MATTEO SALVINI SEQUESTRO /2 – L’ATTACCO POLITICO DEI MAGISTRATI
Così come appare vagamente di berlusconiana memoria quel «faremo ricorso contro questo attacco politico» tuonato sempre davanti ai microfoni dei giornalisti. Quando, insomma, gli atti della magistratura mettono in difficoltà un partito, non c’è altra soluzione se non quella di agitare lo spauracchio della democrazia malata e del vulnus dei giudici che interferiscono con l’attività politica.
MATTEO SALVINI SEQUESTRO /3 – «NON SIAMO PIÙ QUELLI CHE HANNO SBAGLIATO»
«Noi non siamo più quelli che hanno sbagliato». La terza giustificazione usata dal leader del Carroccio in questi giorni suona più o meno così. Ma fu proprio lui, il 3 aprile 2012 (giorno in cui la Guardia di Finanza entrò in via Bellerio), da direttore di Radio Padania, a dire a tutti, via microfono, che «per Umberto (Bossi) metto la mano sul fuoco». Da lì a rinnegare il passato, poi, è stato un attimo. Certo, il precipitare degli eventi ha fatto sì che fosse più facile staccarsi dai simboli storici del partito e fu proprio Salvini il «rottamatore» a proporre un nuovo progetto di Lega.
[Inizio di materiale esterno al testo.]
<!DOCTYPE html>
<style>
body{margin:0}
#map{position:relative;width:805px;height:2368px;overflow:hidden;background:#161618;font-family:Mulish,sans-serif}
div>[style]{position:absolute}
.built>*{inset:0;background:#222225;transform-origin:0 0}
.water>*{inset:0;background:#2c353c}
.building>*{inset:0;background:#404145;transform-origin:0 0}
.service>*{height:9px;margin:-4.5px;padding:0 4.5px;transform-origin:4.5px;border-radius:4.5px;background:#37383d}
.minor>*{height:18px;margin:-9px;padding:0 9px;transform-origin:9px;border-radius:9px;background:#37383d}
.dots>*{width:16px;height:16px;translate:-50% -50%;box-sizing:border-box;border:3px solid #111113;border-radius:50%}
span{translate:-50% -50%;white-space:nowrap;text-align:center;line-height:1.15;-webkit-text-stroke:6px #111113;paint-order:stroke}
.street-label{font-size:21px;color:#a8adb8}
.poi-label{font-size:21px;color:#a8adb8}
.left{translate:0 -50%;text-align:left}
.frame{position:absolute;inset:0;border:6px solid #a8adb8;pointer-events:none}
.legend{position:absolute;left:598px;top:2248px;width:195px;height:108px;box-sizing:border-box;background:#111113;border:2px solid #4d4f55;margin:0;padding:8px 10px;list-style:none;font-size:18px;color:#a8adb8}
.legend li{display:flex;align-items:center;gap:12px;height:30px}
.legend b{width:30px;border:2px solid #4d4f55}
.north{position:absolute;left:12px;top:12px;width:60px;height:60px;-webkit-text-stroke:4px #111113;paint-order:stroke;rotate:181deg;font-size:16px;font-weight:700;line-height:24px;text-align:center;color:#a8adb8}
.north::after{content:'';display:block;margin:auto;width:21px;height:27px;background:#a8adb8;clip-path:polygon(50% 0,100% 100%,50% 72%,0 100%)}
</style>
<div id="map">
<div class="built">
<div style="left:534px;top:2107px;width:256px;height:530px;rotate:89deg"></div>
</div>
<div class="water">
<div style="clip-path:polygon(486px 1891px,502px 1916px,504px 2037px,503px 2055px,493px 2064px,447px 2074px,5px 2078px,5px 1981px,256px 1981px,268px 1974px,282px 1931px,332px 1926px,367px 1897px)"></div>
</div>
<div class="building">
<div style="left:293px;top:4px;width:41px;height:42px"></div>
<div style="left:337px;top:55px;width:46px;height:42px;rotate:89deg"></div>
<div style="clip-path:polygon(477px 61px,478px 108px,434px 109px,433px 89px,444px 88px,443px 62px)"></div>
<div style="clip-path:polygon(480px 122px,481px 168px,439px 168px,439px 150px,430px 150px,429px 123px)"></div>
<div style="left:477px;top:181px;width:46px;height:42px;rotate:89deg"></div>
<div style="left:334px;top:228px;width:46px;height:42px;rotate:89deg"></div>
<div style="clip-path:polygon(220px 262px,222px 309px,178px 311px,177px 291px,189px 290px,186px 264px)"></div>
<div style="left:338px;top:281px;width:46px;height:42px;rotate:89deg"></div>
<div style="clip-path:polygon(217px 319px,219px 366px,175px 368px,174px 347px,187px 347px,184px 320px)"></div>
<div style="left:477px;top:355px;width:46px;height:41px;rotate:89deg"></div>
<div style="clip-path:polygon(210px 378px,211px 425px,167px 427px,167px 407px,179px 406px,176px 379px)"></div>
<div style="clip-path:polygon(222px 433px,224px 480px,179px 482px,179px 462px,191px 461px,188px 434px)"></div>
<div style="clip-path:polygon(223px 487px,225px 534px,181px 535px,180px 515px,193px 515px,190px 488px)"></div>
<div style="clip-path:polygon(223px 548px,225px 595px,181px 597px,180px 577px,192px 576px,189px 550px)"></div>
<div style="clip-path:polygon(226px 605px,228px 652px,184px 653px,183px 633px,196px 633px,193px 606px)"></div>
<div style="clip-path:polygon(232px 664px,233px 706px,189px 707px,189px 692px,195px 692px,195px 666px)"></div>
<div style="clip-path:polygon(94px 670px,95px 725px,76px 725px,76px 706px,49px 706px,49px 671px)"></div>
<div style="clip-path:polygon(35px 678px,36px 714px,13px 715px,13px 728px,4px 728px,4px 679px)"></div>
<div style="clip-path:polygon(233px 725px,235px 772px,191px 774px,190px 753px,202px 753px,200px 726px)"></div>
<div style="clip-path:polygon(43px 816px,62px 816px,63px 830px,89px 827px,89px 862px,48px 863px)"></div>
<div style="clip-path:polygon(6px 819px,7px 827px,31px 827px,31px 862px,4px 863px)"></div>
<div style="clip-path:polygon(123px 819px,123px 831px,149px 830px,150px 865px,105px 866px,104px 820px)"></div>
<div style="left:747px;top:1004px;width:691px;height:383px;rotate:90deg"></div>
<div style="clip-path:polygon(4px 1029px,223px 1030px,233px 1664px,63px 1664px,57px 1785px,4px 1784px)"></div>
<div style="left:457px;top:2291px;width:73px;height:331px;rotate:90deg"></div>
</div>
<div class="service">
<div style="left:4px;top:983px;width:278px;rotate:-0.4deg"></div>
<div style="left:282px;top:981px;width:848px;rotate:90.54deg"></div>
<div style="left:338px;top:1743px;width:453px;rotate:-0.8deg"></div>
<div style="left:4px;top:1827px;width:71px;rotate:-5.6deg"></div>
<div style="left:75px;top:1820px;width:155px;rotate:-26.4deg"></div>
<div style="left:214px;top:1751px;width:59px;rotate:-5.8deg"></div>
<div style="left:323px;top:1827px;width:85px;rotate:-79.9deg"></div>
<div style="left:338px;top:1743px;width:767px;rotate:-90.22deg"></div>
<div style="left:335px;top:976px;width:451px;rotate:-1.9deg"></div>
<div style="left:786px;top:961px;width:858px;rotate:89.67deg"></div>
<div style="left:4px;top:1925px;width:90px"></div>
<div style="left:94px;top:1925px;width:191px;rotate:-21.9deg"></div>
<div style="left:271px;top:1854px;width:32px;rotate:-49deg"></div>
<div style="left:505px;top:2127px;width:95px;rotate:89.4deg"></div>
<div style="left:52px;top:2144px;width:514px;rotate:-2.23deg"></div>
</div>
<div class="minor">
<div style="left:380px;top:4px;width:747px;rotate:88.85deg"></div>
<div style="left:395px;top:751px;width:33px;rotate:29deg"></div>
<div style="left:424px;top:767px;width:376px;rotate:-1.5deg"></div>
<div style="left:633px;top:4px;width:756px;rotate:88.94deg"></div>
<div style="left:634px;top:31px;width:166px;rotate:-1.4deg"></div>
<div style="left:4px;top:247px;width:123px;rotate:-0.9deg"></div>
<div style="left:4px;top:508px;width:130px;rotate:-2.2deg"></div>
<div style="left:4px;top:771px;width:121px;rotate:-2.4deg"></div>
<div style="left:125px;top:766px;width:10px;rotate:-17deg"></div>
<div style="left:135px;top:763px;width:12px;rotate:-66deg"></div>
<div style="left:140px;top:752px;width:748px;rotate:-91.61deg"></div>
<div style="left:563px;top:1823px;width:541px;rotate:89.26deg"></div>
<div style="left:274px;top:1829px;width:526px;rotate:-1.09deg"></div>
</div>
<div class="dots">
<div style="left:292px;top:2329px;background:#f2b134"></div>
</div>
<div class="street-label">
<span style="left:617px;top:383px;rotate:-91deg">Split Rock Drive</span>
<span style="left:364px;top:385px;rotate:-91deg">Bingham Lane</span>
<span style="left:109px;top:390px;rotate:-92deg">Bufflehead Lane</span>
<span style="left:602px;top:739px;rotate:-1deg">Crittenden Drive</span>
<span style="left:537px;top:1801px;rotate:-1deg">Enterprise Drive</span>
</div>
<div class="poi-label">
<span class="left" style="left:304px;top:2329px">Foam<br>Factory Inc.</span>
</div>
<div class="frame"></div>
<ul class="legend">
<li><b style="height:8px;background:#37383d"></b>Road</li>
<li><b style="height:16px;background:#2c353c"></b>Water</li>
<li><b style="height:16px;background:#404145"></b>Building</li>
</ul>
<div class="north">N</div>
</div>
Ma dire «non siamo più quelli che hanno sbagliato» per uno che, all’epoca dei fatti, già rivestiva ruoli di rilievo nell’ambito del partito suona come una forzatura.
MATTEO SALVINI SEQUESTRO /4 – GLI ATTIVISTI E LA POLITICA A COSTO ZERO
«Gli attivisti ci aiuteranno e Pontida si farà lo stesso» è il quarto elemento a cui Salvini si sta aggrappando in queste ore frenetiche. La frase non ha toni drammatici e corrisponde a verità. La Lega è un partito che suscita tanto affetto tra i suoi «fidelizzati» che non esiteranno a mettersi le panche in spalla, a smuovere centinaia di volontari e a scrivere a mano gli striscioni per portare avanti la causa. Ma è una dichiarazione di facciata. Senza soldi non si cantano messe. Figuriamoci se si vincono le elezioni.